L’argument de Rousseau est donc le suivant : la force peut être surmontée à tout moment par une force supérieure. Si j’ai un devoir à obéir au plus fort, ce devoir cesse dès lors que je devient moi-même le plus fort. Par conséquent, dès lors que je peux désobéir sans que celui qui m’ordonne l’obéissance soit assez puissant pour m’y forcer, mon devoir à obéir disparaît.

C’est pourquoi “ce mot de droit […] ne signifie ici rien du tout” : le plus fort n’a aucun droit moral sur moi, il a seulement la capacité à me forcer à lui obéir. Tant qu’il a cette capacité, il n’y a pas besoin de recourir à un devoir moral : j’obéis parce que je n’ai pas le choix, je suis sous la menace de sa force. Dès lors que sa force est réduite, le devoir moral qui devrait m’interdire la désobéissance disparaît, puisqu’il n’est plus le plus fort. Le “droit du plus fort” n’est donc rien de plus qu’un conseil de prudence face à celui qui a des possibilités de me menacer.
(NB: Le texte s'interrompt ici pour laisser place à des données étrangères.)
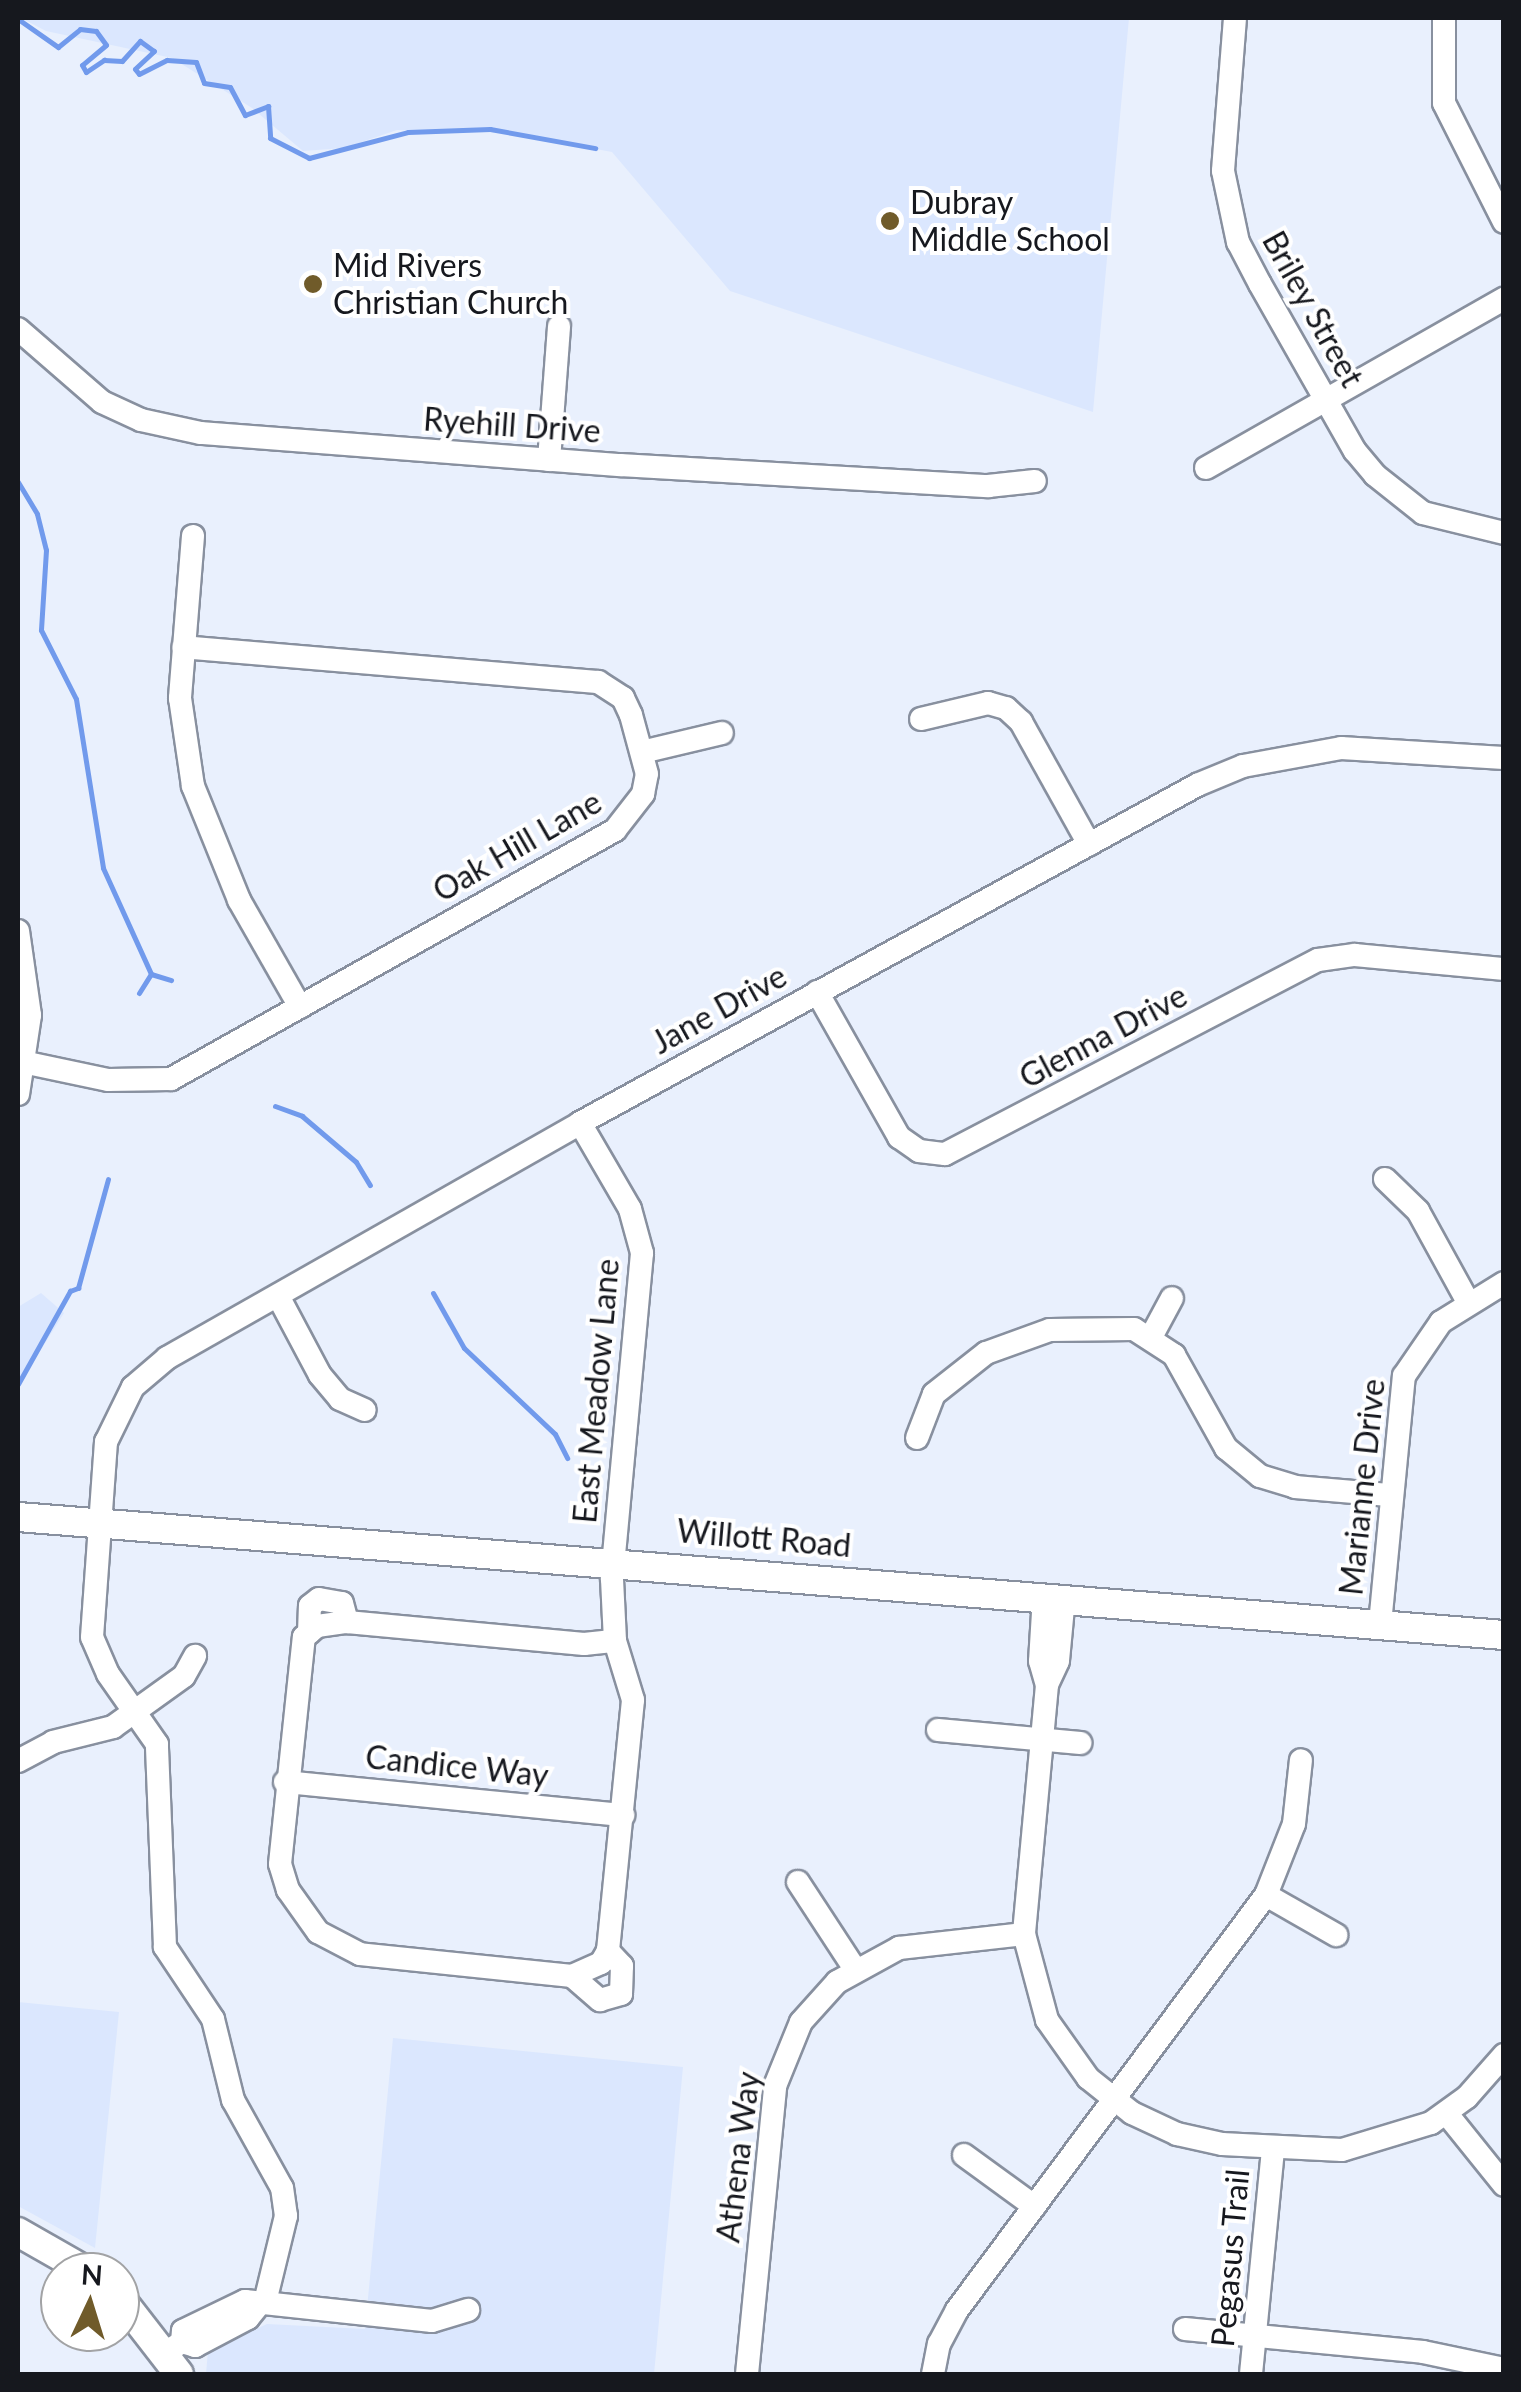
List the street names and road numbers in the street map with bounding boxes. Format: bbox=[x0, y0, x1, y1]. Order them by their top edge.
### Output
street label: Briley Street bbox=[1254, 224, 1372, 394]
street label: Ryehill Drive bbox=[422, 400, 602, 450]
street label: Oak Hill Lane bbox=[426, 782, 608, 910]
street label: Jane Drive bbox=[645, 956, 793, 1062]
street label: Glenna Drive bbox=[1013, 976, 1193, 1096]
street label: East Meadow Lane bbox=[565, 1257, 627, 1525]
street label: Marianne Drive bbox=[1332, 1377, 1392, 1597]
street label: Willott Road bbox=[675, 1511, 853, 1565]
street label: Candice Way bbox=[363, 1737, 551, 1795]
street label: Athena Way bbox=[708, 2069, 768, 2245]
street label: Pegasus Trail bbox=[1203, 2167, 1257, 2349]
Pour que son argumentation soit complète, Rousseau doit cependant répondre à l’argument religieux énoncé par Saint Paul.

Contre l’argument religieux

Nous l’avons vu, pour Saint Paul, les pouvoirs établis viennent de Dieu. Toute rébellion politique est donc en réalité une rébellion contre l’ordre divin. Or, Rousseau s’oppose à cet argument :

Toute puissance vient de Dieu, je l’avoue ; mais toute maladie en vient aussi. Est-ce à dire qu’il soit défendu d’appeler le médecin ?

Ainsi, Rousseau ne conteste pas que les puissances illégitimes appartiennent à l’ordre divin. Il ne remet pas non plus en cause l’idée selon laquelle le Dieu régit le monde entier. Il conteste seulement l’attitude pratique à laquelle cette idée amène, en montrant qu’elle aboutit à des conséquences absurdes, à savoir que s‘il est interdit de se révolter contre un mal parce qu’il appartient à l’ordre divin, alors toute intervention face à une maladie est interdite aussi.
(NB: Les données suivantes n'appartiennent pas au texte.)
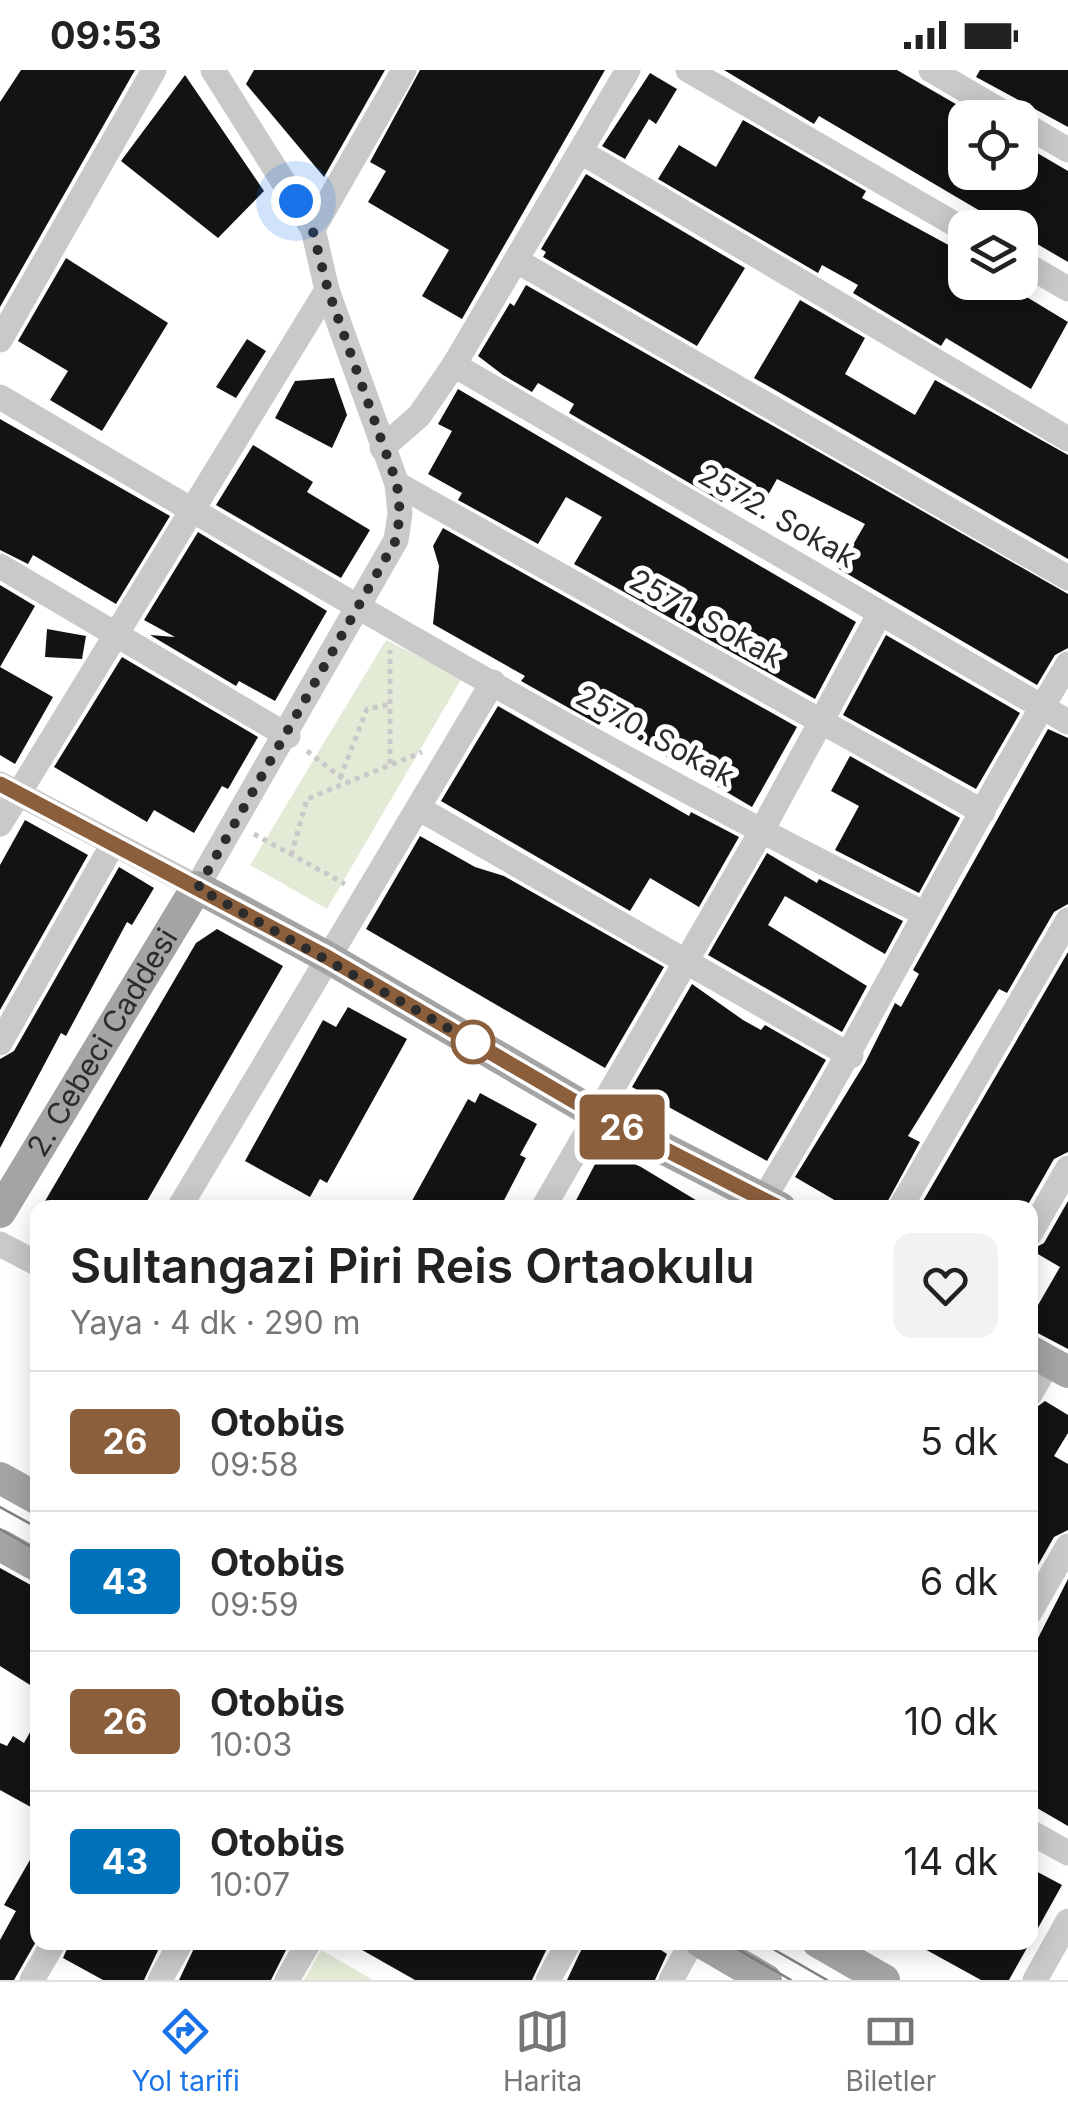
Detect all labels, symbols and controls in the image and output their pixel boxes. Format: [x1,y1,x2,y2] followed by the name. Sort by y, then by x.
[50,12,162,58] text: 09:53
[948,100,1038,300] map controls
[948,100,1038,190] button: locate
[271,176,321,226] your location
[948,210,1038,300] button: layers
[692,456,863,575] street label: 2572. Sokak
[623,561,790,675] street label: 2571. Sokak
[570,677,741,794] street label: 2570. Sokak
[19,922,184,1163] street label: 2. Cebeci Caddesi
[452,1021,494,1063] unlabelled marker
[577,1094,667,1160] line badge: 26
[600,1106,644,1148] text: 26
[893,1233,998,1338] button: heart
[70,1236,755,1295] text: Sultangazi Piri Reis Ortaokulu
[70,1303,361,1342] text: Yaya · 4 dk · 290 m
[210,1399,345,1445] text: Otobüs
[920,1418,998,1464] text: 5 dk
[103,1420,147,1462] text: 26
[210,1445,299,1484] text: 09:58
[210,1539,345,1585] text: Otobüs
[920,1558,998,1604] text: 6 dk
[102,1560,148,1602] text: 43
[210,1585,299,1624] text: 09:59
[210,1679,345,1725] text: Otobüs
[904,1698,998,1744] text: 10 dk
[103,1700,147,1742] text: 26
[210,1725,292,1764] text: 10:03
[210,1819,345,1865] text: Otobüs
[903,1838,998,1884] text: 14 dk
[102,1840,148,1882] text: 43
[210,1865,290,1904] text: 10:07
[132,2004,240,2098] tab: Yol tarifi
[503,2004,582,2098] tab: Harita
[845,2004,936,2098] tab: Biletler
Conclusion : retour à la question de la légitimité

A la fin du chapitre, Rousseau conclut que

La force ne fait pas droit, et (…) on n’est obligé d’obéir qu’aux puissances légitimes. Ainsi ma question primitive revient toujours.

Cette “question primitive” est celle des conditions qui rendent un pouvoir légitime : puisque le plus fort n’est pas toujours légitime, la question reste entière. C’est à ce problème que la suite du texte tente d’apporter une réponse.